Producer-director William Wyler’s capable, weepie film of Theodore Dreiser’s novel Sister Carrie boasts one of Laurence Olivier’s most distinguished performances as George Hurstwood, the restaurateur who leaves his wife Julie (Miriam Hopkins) for farm girl turned actress Carrie Meeber (Jennifer Jones).
The edge of Dreiser’s pointed turn-of-the-19th-century story is blunted, and the film marred by the Paramount studio-required elisions in essential scenes, and by actors working in the shadow of Olivier.
But it is a fine portrait of doomed love, well written by Ruth Goetz and Augustus Goetz, and a beautiful film too, thanks to Victor Milner’s black and white cinematography (though Technicolor would have been welcome) and the splendid art direction by Hal Pereira and Roland Anderson.

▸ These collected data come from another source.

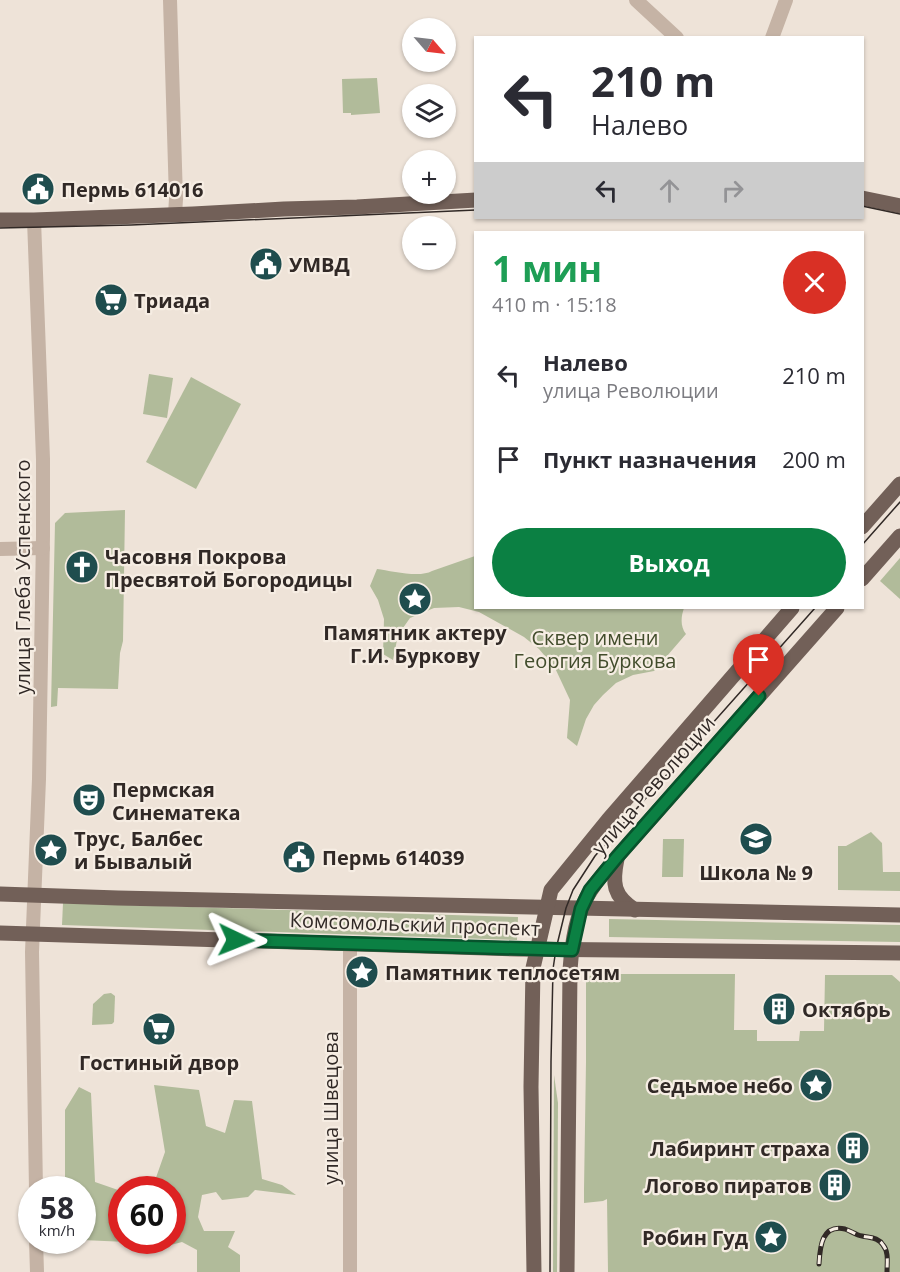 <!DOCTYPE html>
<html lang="ru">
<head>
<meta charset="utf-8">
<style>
  body { margin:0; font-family:"Open Sans",sans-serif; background:#f7f7f7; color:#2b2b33; height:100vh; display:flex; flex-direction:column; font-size:22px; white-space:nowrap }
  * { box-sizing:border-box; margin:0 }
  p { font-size:20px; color:#7c7c81 }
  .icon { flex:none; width:33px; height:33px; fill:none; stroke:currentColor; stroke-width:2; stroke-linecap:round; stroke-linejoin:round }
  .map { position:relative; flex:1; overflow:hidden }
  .side { position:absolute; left:474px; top:231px; width:390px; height:378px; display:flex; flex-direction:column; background:#fff; border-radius:0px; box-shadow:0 2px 4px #0004 }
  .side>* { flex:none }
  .top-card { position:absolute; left:474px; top:36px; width:390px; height:183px; border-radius:0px; box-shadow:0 2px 4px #0004; background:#fff; color:#2b2b33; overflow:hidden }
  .needle { width:39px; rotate:118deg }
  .buttons { position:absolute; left:402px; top:18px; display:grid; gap:12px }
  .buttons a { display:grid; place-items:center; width:54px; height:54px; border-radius:50%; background:#fff; box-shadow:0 2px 4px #0004; font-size:30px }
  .speed { position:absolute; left:18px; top:1176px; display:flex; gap:12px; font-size:30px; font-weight:700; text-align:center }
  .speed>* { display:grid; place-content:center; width:78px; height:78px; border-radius:50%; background:#fff; box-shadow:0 2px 4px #0004; line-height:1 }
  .speed small { font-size:15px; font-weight:400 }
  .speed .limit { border:9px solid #d22; background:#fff; color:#111 }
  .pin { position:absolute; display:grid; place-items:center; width:51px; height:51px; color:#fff; margin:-62px -26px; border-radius:50% 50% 50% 0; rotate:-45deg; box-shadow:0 0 6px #0007 }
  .pin .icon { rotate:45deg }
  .me { position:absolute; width:66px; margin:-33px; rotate:92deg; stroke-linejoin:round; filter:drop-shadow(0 0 4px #0008) }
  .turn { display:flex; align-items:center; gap:21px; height:126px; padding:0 18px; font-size:27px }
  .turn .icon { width:78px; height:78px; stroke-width:2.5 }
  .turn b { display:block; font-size:42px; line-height:51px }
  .lanes { display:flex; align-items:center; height:57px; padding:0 18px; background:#0003; justify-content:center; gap:30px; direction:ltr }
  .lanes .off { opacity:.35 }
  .round { display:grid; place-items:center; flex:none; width:63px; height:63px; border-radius:32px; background:#f7f7f7 }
  .overview { display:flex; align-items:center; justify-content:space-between; height:102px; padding:0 18px }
  h1 { font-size:36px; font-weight:700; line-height:45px; color:#1e9e55 }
  .primary-button { display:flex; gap:12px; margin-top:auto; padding:12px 18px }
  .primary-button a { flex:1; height:69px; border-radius:36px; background:#0b8043; color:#fff; font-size:24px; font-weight:700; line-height:69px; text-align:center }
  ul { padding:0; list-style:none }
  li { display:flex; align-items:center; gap:18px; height:84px; padding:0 18px }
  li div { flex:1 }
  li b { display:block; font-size:22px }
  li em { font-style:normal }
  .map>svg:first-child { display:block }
  .green { fill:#b1bb9a }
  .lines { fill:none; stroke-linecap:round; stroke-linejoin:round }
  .minor { stroke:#c5b3a5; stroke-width:14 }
  .major { stroke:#726058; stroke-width:15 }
  .tram { stroke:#312926; stroke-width:1.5 }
  .rail-casing { stroke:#312926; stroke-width:5 }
  .rail { stroke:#f6ede3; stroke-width:3; stroke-dasharray:9; stroke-linecap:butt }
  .route-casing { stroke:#07532c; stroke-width:15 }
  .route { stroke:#0b8043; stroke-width:10 }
  .labels { text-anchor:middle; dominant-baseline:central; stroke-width:4.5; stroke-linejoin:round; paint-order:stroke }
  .poi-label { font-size:20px; font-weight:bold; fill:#312926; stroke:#f6ede3; text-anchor:start }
  .street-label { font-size:20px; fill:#312926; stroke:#f6ede3 }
  .park-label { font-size:20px; fill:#424d2c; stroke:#f6ede3 }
</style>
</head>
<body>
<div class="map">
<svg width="900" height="1272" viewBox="0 0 900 1272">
  <rect width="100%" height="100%" fill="#eee3d8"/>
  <g class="green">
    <polygon points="377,78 380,113 351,115 351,113 343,113 342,79"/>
    <polygon points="149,374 173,378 167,418 143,414"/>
    <polygon points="191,377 241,404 196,489 146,462"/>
    <polygon points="125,510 123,641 120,653 118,689 58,688 57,706 51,707 55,523 65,513"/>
    <path d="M475,556L476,608H684C681,617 680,626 686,634L654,671L633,675L616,683L603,695L594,705L586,719L577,746L567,738L570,700L555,668L539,649L524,637L479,612L459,607L434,608L410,618L398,635L393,660L383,654L384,619L378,600L370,586L377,569C391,571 420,578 432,571Z"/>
    <polygon points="900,558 900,599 880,581"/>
    <polygon points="871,832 882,843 883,872 900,872 900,891 838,890 838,846 846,846"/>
    <polygon points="663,839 684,839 683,877 662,877"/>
    <polygon points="63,903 518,917 517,940 62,925"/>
    <polygon points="609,919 900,925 900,942 609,937"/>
    <polygon points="606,974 735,974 734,1030 757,1030 757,1041 799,1041 800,1031 824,1031 825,975 892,975 900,982 900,1272 608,1272 607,1199 603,1201 584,1203 584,1189 586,1062 586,976 605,975"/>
    <polygon points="111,993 115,996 114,1022 112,1024 92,1025 93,1004 104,994"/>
    <polygon points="554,1075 558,1103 557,1272 553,1272"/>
    <polygon points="154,1085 199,1090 206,1126 225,1133 234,1100 252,1101 262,1179 282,1185 296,1195 255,1190 248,1197 222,1200 216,1192 202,1195 198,1217 204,1231 235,1231 228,1247 240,1255 240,1272 197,1272 197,1250 182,1242 167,1246 149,1243 82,1240 82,1190 65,1189 65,1110 79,1087 91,1093 95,1182 121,1191 122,1240 172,1240 172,1190 152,1189 165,1152"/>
  </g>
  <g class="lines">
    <g class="minor">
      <polyline points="170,0 176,199 175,214"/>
      <polyline points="636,0 677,38"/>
      <polyline points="772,38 786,0"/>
      <polyline points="34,220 43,459 43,536 39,779 32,952 36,1190"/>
      <polyline points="0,549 43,548"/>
      <polyline points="36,1240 37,1272"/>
      <polyline points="350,1272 350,943"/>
    </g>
    <g class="major">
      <polyline points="862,198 900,206"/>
      <polyline points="0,220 34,220 193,214 284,209 357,207 476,200"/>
      <polyline points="862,527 900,484"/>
      <polyline points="862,579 900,536"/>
      <path d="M617,859C612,883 613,896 635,910"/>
      <polyline points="0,894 118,898 900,915"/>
      <polyline points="0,933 519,949 900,953"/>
      <polyline points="534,1272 531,1087 533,968 551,890 608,820 792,608"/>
      <path d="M567,1272L570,970C572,943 576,912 591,890C599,878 608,868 617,857L837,608"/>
    </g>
    <g class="tram">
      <polyline points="862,206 900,214"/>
      <polyline points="0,228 131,225 476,210"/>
      <polyline points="862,545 900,502"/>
      <polyline points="550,1272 551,1062 553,969 556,949 566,908 573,890 595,856 614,834 815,608"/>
    </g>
    <g class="rail-casing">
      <path id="rail" d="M819,1264C820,1248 821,1224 845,1229C851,1231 856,1235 862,1236C870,1238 878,1237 883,1245C889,1252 887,1263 887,1272"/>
    </g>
    <use href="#rail" class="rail"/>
  </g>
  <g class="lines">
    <g class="route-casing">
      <polyline id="route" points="236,940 572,950 581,909 590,890 617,857 759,696"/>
    </g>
    <use href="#route" class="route"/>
  </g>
  <defs>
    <g id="civic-disc" transform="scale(1.725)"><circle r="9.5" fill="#1f4d4e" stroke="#f6ede3"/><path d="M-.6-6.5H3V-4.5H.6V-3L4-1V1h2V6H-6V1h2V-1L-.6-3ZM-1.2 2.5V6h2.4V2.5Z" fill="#fff"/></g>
    <g id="supermarket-disc" transform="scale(1.725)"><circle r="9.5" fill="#1f4d4e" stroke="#f6ede3"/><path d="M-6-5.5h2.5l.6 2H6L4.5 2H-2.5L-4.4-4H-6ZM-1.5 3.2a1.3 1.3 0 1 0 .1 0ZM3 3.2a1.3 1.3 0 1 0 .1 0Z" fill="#fff"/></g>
    <g id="church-disc" transform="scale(1.725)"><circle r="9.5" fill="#1f4d4e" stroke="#f6ede3"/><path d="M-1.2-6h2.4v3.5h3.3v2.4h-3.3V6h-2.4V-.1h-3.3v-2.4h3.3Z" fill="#fff"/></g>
    <g id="sight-disc" transform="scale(1.725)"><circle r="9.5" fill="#1f4d4e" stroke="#f6ede3"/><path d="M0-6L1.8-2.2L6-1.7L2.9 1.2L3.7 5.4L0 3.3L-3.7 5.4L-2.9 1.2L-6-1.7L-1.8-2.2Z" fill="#fff"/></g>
    <g id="theatre-disc" transform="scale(1.725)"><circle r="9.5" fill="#1f4d4e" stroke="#f6ede3"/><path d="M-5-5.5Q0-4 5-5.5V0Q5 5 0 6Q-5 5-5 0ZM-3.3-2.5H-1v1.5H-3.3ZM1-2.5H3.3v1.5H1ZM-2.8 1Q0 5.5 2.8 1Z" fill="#fff"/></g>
    <g id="school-disc" transform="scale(1.725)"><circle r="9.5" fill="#1f4d4e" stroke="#f6ede3"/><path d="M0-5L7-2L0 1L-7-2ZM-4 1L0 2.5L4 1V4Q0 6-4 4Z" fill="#fff"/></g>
    <g id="building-disc" transform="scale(1.725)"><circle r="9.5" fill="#1f4d4e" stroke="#f6ede3"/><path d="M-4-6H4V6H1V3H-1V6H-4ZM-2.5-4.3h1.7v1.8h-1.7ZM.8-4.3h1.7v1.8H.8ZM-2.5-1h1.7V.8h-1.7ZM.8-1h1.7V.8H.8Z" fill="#fff"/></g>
  </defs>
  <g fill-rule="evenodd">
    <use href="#civic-disc" x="38" y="189"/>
    <use href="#civic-disc" x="266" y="264"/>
    <use href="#supermarket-disc" x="111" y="300"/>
    <use href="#church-disc" x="82" y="567"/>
    <use href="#sight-disc" x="415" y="599"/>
    <use href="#theatre-disc" x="89" y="800"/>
    <use href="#school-disc" x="756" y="839"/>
    <use href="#sight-disc" x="51" y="850"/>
    <use href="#civic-disc" x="299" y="857"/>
    <use href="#sight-disc" x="362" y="972"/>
    <use href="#building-disc" x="779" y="1009"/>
    <use href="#supermarket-disc" x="159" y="1029"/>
    <use href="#sight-disc" x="816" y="1085"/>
    <use href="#building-disc" x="853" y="1148"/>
    <use href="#building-disc" x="835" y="1185"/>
    <use href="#sight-disc" x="771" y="1237"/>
  </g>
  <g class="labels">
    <g class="poi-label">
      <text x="61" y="189">Пермь 614016</text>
      <text x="289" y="264">УМВД</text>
      <text x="134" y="300">Триада</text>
      <text x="105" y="556">Часовня Покрова<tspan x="105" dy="23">Пресвятой Богородицы</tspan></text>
      <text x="415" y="632" text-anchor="middle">Памятник актеру<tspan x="415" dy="23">Г.И. Буркову</tspan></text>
      <text x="112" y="789">Пермская<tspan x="112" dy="23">Синематека</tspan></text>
      <text x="74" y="838">Трус, Балбес<tspan x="74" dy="23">и Бывалый</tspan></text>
      <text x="322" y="857">Пермь 614039</text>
      <text x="756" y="872" text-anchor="middle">Школа № 9</text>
      <text x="385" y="972">Памятник теплосетям</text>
      <text x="802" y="1009">Октябрь</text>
      <text x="159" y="1062" text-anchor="middle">Гостиный двор</text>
      <text x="793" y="1085" text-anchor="end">Седьмое небо</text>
      <text x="830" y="1148" text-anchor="end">Лабиринт cтраха</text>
      <text x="812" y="1185" text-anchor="end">Логово пиратов</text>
      <text x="748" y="1237" text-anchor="end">Робин Гуд</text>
    </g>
    <g class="street-label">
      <text transform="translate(22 577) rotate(-90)">улица Глеба Успенского</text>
      <text transform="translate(653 785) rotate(-49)">улица Революции</text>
      <text transform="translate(415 924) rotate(2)">Комсомольский проспект</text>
      <text transform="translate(330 1108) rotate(-90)">улица Швецова</text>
    </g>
    <g class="park-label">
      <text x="595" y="637">Сквер имени<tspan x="595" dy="23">Георгия Буркова</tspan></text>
    </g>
  </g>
</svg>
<div class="buttons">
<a><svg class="needle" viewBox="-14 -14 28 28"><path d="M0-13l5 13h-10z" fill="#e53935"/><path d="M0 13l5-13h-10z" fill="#7c7c81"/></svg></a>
<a><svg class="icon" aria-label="layers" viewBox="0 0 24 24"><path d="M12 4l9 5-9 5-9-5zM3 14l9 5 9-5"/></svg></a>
<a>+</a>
<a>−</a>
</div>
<div class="speed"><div>58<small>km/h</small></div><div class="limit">60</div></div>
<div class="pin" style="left:759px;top:696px;background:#d93025"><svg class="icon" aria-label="arrive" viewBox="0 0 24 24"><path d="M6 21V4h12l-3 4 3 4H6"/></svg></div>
<svg class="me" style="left:236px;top:940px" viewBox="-20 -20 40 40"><path d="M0-17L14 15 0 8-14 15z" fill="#0b8043" stroke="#fff" stroke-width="4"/></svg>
<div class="top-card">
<div class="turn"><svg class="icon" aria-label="left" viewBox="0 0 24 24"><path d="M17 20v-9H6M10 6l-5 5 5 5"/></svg><div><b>210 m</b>Налево</div></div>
<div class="lanes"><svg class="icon" aria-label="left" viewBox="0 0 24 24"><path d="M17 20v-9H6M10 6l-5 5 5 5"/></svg><svg class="icon off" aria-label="ahead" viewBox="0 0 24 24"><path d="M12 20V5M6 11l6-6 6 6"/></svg><svg class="icon off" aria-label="right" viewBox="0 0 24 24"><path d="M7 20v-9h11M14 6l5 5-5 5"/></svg></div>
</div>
<section class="side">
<div class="overview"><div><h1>1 мин</h1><p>410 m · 15:18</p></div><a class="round" style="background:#d93025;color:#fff"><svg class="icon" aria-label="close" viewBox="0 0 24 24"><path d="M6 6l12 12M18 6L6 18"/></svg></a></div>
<ul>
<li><svg class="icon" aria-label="left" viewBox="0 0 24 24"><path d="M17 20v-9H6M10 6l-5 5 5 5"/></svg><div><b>Налево</b><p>улица Революции</p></div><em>210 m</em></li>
<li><svg class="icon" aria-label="arrive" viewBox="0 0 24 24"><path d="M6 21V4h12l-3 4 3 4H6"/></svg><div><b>Пункт назначения</b></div><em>200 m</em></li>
</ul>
<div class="primary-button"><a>Выход</a></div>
</section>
</div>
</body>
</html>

Also in the cast are Eddie Albert, Basil Ruysdael, Ray Teal, Barry Kelley, Mary Murphy, William Reynolds, Sara Berner, Walter Baldwin, Harry Hayden, Dorothy Adams, Jacqueline DeWit, Melinda Plowman, Lester Sharpe, Don Beddoe, Royal Dano, James Flavin, Harlan Briggs and Ralph Sanford.
Paramount called it plain Carrie fearing audiences would think original title Sister Carrie was the story of a nun.